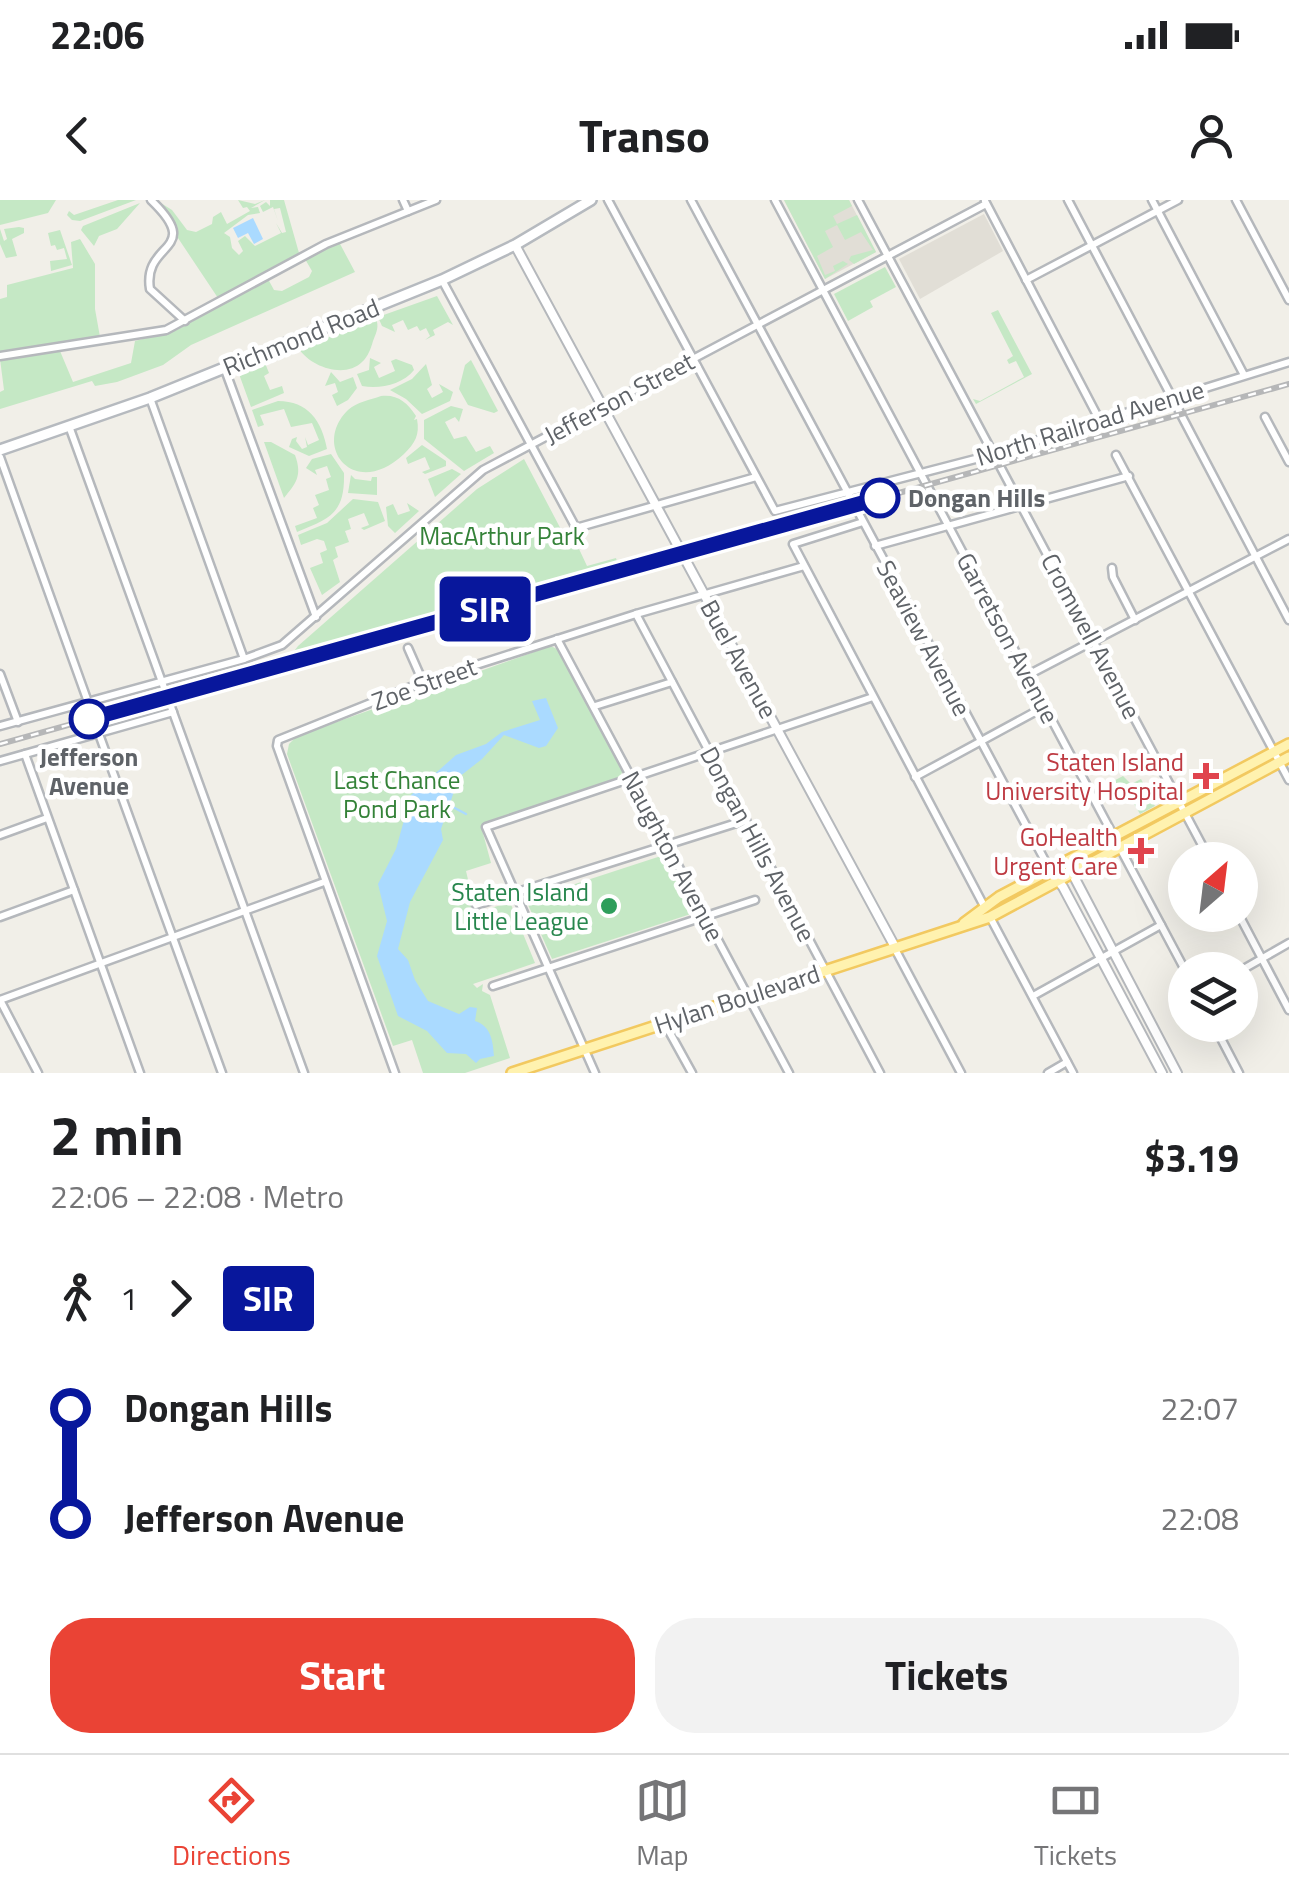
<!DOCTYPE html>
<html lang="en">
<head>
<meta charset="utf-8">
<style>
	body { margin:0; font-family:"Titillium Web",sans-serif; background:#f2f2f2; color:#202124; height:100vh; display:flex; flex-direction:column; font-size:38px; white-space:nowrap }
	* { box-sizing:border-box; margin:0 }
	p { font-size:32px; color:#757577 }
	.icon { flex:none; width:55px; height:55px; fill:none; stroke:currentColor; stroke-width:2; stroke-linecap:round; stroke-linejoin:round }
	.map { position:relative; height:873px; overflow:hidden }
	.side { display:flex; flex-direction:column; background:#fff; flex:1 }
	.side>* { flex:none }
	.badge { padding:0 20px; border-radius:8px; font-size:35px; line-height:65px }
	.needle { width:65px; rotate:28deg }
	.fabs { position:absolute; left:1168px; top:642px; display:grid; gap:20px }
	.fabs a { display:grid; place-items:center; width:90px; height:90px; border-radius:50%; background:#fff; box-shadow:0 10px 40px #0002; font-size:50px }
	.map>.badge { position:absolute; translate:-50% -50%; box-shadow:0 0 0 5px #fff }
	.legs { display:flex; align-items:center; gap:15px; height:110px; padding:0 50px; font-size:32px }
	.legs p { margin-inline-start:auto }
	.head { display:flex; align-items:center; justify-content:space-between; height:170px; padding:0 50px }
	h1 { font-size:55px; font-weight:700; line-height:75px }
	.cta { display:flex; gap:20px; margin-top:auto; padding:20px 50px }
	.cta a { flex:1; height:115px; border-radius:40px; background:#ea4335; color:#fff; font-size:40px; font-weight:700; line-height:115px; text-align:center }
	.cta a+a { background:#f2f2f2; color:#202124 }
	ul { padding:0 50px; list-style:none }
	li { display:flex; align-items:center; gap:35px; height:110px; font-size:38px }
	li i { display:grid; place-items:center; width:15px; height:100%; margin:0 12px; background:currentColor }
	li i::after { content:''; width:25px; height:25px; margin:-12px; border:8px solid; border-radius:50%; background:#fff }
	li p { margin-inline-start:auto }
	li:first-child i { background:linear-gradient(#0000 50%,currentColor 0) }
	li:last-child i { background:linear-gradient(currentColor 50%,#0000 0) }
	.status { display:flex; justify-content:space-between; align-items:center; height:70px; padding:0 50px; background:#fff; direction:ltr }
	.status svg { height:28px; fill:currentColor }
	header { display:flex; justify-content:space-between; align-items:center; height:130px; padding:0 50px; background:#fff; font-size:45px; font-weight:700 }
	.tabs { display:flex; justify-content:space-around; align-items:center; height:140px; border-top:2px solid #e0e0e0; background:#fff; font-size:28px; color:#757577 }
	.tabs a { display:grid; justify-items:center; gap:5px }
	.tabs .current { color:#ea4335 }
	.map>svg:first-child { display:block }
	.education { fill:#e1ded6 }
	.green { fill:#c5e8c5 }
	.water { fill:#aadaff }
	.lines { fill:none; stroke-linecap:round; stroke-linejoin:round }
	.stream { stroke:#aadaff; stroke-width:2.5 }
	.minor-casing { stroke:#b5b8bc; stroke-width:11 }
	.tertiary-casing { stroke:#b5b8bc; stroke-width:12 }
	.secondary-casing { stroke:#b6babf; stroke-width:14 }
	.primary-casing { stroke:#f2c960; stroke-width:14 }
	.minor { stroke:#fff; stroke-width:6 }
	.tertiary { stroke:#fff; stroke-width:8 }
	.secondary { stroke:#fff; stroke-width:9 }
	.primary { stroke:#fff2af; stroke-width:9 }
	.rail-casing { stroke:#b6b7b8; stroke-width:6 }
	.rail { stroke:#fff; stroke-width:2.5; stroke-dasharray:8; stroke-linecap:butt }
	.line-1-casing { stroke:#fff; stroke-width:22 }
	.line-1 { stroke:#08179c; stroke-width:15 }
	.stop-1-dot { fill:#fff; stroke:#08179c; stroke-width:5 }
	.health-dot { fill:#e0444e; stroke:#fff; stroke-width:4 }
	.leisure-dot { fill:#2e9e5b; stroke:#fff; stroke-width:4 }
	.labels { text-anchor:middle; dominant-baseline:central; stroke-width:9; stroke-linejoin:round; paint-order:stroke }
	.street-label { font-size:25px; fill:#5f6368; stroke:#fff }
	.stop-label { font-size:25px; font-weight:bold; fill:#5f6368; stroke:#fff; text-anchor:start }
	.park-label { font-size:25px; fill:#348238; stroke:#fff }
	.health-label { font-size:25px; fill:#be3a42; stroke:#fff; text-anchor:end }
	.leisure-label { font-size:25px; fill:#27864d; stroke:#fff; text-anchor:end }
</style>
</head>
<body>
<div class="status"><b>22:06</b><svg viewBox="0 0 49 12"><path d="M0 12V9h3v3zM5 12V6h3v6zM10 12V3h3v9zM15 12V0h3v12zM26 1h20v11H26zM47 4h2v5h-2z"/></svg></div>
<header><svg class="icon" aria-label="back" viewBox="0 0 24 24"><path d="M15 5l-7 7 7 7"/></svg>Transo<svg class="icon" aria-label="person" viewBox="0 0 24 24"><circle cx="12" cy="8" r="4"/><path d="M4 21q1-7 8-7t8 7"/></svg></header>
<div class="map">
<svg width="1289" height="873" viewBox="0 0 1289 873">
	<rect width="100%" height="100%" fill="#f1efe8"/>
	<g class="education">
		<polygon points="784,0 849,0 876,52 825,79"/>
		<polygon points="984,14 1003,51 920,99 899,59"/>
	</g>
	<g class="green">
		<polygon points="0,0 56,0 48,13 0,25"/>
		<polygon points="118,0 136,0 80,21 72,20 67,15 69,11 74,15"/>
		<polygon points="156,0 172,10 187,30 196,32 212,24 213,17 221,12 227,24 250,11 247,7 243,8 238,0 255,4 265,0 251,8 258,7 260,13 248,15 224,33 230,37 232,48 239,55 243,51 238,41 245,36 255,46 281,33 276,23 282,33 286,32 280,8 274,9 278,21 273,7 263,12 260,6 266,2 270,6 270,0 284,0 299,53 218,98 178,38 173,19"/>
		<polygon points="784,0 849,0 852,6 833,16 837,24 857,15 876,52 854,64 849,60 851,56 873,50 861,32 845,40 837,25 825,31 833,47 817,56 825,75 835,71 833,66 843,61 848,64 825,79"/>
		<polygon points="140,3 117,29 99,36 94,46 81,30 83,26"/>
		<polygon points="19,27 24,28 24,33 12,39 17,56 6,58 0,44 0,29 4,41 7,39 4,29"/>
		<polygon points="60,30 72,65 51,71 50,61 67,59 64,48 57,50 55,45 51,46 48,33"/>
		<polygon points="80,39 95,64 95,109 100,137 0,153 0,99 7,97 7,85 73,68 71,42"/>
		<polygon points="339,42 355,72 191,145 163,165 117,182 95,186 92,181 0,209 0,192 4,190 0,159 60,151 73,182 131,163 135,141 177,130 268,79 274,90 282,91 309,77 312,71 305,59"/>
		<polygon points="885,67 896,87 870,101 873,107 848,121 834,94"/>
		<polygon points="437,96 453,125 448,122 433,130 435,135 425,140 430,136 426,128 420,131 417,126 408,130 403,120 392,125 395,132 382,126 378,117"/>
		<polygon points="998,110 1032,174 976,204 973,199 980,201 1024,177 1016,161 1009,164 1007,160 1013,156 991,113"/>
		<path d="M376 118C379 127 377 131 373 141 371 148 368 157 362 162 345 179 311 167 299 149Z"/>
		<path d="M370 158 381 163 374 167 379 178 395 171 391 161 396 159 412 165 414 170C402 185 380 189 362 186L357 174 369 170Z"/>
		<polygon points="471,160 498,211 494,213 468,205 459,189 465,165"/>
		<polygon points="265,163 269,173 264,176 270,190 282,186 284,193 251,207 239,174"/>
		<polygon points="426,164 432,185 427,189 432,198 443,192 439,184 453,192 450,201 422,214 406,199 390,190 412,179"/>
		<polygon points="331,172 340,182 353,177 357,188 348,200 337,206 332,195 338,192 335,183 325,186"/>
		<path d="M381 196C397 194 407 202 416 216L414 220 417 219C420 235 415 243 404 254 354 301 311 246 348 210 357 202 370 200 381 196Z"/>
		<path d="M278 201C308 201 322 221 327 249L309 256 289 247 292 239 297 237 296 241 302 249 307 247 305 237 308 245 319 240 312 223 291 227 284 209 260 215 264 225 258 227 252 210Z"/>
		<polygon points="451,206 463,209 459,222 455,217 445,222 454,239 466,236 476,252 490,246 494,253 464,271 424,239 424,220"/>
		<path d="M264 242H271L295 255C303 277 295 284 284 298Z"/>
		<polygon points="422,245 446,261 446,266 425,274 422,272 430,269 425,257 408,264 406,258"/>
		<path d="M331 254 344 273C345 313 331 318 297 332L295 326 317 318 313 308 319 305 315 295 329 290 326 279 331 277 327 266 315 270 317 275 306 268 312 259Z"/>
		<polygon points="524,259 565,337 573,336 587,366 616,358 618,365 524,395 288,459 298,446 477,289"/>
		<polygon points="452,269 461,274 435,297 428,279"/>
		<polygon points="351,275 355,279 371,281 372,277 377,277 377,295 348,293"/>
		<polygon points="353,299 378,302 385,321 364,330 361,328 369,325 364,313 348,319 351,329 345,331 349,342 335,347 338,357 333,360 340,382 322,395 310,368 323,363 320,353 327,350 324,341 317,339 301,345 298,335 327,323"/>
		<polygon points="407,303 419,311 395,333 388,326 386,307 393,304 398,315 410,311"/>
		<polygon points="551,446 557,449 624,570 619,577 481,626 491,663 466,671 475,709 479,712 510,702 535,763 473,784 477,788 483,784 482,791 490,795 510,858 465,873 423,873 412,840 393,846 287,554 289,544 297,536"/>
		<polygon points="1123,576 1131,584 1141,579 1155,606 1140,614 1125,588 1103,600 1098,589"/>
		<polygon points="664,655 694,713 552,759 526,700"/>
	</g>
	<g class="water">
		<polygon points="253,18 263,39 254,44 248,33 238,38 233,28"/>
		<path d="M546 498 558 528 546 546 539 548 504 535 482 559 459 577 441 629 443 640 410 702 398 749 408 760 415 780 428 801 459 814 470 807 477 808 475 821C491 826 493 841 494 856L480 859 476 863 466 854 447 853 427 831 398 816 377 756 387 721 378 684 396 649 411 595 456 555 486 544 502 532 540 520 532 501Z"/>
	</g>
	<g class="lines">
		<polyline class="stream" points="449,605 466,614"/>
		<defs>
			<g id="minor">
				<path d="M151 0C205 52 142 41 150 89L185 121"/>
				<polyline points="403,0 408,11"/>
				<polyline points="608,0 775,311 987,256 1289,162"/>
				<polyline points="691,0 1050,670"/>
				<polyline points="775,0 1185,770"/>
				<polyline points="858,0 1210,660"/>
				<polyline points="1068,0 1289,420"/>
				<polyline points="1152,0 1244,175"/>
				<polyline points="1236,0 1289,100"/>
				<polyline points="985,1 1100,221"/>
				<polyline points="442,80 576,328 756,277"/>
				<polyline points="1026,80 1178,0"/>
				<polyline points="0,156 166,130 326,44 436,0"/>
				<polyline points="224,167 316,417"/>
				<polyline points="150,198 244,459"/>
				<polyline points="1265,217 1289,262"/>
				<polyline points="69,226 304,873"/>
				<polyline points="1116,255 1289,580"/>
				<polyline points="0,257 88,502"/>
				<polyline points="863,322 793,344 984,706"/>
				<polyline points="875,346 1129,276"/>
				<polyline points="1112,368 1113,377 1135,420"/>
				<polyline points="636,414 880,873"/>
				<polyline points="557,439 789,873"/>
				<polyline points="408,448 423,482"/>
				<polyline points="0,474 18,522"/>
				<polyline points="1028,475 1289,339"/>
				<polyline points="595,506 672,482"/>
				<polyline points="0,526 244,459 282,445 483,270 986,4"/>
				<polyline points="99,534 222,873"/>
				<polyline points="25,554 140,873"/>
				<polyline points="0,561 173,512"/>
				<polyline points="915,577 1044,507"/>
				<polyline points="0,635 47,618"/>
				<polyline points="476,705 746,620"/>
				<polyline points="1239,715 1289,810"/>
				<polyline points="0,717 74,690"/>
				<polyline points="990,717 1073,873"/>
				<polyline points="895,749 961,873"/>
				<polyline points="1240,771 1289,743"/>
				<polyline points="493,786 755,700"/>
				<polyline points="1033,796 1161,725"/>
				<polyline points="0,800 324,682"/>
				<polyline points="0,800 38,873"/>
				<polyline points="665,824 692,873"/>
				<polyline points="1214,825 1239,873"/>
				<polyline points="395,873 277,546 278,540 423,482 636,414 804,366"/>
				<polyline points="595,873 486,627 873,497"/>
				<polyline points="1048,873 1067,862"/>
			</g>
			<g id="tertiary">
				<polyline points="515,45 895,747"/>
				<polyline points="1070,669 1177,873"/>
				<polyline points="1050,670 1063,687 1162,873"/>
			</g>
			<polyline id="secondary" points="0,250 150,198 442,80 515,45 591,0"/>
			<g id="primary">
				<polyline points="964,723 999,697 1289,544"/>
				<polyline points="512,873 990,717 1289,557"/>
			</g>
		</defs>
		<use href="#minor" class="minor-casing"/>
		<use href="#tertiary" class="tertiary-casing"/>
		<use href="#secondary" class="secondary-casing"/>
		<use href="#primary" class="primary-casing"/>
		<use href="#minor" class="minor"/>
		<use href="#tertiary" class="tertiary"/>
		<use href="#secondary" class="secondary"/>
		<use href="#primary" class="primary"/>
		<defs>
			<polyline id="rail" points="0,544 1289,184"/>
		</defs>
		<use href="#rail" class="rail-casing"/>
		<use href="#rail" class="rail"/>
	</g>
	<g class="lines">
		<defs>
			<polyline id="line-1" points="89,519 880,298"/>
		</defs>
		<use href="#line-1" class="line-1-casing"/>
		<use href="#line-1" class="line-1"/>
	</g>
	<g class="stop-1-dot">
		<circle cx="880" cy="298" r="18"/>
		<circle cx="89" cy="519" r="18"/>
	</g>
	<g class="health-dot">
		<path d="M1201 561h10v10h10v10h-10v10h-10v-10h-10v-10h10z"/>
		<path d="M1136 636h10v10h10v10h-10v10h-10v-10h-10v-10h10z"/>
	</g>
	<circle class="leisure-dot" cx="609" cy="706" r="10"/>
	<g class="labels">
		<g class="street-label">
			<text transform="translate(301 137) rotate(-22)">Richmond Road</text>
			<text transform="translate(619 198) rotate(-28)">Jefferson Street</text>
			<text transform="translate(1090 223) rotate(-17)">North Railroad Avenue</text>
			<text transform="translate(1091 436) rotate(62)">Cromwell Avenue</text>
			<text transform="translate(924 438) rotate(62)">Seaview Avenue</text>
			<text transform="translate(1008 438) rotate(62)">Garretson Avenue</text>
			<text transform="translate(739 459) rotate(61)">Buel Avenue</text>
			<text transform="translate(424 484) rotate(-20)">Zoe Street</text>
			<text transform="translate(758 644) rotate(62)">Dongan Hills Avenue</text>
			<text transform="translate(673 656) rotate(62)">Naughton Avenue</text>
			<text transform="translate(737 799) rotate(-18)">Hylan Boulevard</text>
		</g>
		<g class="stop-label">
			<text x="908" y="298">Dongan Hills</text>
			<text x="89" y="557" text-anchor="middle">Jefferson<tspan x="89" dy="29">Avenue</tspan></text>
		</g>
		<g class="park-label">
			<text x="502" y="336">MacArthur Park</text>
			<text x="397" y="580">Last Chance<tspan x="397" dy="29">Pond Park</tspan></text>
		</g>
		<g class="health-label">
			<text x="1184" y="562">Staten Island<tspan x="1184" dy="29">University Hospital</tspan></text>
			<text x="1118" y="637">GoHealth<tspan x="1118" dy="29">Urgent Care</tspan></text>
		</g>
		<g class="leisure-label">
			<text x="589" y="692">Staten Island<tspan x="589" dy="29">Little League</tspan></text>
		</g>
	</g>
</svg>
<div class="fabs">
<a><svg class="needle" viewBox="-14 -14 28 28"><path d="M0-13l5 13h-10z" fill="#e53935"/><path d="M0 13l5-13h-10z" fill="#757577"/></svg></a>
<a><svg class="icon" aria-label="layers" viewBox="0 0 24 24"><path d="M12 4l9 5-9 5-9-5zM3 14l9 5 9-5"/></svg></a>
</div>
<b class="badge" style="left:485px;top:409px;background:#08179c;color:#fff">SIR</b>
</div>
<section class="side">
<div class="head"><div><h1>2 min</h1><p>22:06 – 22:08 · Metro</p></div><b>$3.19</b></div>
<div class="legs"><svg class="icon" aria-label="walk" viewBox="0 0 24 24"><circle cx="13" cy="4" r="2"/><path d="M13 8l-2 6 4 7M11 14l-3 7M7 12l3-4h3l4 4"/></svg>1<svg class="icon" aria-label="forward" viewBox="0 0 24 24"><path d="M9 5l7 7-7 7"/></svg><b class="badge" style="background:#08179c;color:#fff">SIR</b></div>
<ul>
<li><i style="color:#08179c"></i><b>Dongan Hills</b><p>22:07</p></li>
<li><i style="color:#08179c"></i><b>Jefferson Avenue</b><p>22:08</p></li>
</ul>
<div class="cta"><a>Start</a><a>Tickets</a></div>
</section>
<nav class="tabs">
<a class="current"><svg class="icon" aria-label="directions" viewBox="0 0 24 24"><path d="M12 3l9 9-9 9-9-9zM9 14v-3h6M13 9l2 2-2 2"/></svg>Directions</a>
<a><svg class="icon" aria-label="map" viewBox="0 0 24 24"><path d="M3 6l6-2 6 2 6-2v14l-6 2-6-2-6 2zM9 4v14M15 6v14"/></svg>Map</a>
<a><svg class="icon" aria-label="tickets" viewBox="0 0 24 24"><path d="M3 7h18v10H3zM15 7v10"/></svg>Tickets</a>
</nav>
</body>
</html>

● **AIM OF THE EXERCISE**
The entries above hold a line with "flex:1; height:115px; border-radius:40px;" and a later line with "padding:0 50px; list-style:none". Write out exactly those lines and all lines between, nothing more.

● **TASK SOLUTION**
	.cta a { flex:1; height:115px; border-radius:40px; background:#ea4335; color:#fff; font-size:40px; font-weight:700; line-height:115px; text-align:center }
	.cta a+a { background:#f2f2f2; color:#202124 }
	ul { padding:0 50px; list-style:none }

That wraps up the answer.